Collected data entries

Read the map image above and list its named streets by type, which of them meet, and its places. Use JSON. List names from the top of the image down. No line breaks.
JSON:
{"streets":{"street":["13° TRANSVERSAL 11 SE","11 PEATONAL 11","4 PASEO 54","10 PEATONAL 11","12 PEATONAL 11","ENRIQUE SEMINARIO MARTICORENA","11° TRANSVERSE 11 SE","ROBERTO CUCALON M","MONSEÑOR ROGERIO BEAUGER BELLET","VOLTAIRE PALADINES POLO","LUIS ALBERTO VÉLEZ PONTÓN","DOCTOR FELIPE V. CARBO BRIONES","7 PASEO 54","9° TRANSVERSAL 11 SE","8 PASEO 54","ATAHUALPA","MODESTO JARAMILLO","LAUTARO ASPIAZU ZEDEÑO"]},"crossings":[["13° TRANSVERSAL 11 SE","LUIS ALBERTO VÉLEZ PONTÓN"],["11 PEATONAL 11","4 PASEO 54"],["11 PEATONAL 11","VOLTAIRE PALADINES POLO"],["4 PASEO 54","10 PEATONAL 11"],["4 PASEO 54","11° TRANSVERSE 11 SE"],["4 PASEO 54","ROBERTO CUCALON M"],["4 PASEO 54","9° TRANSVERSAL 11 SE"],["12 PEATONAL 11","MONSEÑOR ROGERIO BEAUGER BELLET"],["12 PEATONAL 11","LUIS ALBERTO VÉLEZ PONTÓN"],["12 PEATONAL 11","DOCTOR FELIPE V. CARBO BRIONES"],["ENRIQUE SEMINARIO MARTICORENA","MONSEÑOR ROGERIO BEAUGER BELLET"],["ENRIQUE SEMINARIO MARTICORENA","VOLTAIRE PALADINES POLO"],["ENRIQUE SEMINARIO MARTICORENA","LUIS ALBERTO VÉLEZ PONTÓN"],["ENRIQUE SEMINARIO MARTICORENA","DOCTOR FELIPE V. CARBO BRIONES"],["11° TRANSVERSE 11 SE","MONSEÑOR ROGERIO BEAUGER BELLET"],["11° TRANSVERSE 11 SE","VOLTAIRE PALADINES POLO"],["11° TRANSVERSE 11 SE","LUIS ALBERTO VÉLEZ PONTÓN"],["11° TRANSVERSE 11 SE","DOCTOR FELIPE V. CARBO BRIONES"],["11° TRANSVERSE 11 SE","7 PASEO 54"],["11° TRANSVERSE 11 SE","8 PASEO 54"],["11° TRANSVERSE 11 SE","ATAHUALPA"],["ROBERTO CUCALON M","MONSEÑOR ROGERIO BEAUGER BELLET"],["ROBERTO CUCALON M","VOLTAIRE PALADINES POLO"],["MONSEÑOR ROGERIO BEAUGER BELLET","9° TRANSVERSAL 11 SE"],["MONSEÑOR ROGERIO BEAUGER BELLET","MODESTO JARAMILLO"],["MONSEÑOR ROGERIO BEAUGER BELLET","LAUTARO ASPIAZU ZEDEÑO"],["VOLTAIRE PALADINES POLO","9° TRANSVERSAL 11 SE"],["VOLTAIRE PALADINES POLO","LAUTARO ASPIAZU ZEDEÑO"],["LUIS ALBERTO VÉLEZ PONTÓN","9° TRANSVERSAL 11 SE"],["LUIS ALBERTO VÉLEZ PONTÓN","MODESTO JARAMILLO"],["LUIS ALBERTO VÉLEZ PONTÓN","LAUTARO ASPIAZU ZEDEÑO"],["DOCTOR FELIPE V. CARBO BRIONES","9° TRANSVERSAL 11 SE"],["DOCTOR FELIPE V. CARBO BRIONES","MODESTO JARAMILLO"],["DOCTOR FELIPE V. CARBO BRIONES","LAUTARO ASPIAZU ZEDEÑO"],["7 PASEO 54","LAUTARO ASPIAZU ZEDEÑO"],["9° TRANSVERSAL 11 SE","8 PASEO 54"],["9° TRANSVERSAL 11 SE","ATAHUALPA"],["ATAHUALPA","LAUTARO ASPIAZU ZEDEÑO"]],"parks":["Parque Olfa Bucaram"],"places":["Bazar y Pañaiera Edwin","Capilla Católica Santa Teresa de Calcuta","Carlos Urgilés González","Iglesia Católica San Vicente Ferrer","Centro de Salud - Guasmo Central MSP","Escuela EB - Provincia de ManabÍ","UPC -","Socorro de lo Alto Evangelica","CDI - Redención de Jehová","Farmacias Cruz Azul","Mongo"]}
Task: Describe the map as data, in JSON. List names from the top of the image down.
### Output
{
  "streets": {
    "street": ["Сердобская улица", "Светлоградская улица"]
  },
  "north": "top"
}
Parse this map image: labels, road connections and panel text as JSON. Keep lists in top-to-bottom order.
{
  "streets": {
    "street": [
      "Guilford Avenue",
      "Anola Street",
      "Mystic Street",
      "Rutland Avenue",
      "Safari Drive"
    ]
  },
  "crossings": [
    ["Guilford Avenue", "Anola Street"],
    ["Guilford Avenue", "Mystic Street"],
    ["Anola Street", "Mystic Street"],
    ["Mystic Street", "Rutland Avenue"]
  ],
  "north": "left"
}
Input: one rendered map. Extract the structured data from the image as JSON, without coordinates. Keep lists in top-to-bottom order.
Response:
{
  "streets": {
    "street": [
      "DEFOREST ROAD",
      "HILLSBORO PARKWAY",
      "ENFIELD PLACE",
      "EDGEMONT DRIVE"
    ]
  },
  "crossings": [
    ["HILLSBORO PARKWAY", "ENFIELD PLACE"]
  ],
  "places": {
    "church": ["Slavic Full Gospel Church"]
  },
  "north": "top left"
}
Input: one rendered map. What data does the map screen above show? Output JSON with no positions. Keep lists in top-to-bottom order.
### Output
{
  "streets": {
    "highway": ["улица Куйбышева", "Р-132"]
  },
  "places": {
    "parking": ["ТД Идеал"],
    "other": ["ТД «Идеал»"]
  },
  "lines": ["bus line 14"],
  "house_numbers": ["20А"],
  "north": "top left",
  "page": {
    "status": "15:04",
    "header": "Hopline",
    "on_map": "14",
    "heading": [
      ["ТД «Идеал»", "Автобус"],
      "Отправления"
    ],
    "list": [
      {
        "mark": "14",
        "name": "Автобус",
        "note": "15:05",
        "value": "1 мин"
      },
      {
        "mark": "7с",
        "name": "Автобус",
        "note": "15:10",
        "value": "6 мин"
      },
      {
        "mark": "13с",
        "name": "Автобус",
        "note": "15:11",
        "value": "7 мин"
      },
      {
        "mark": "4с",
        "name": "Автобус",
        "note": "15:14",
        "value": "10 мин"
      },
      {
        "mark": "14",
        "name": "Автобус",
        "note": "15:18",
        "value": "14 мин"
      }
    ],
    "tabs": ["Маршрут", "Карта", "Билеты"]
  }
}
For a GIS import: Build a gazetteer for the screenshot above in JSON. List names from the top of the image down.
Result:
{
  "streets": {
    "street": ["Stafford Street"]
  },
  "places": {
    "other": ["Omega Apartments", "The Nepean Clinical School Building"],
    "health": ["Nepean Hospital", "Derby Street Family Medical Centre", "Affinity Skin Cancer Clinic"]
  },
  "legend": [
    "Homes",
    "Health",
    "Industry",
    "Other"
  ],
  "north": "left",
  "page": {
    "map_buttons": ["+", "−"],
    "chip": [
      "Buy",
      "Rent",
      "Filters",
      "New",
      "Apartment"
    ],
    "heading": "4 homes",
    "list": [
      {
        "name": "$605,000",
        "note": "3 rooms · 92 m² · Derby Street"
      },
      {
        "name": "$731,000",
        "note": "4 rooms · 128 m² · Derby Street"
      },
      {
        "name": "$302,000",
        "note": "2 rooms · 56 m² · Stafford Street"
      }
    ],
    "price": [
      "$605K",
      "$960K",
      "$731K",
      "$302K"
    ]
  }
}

EXERCISE GOAL: Working through the data above, find every line holding "rendered" and copy it.

RESPONSE BELOW:
Input: one rendered map. Extract the structured data from the image as JSON, without coordinates. Keep lists in top-to-bottom order.
Input: one rendered map. What data does the map screen above show? Output JSON with no positions. Keep lists in top-to-bottom order.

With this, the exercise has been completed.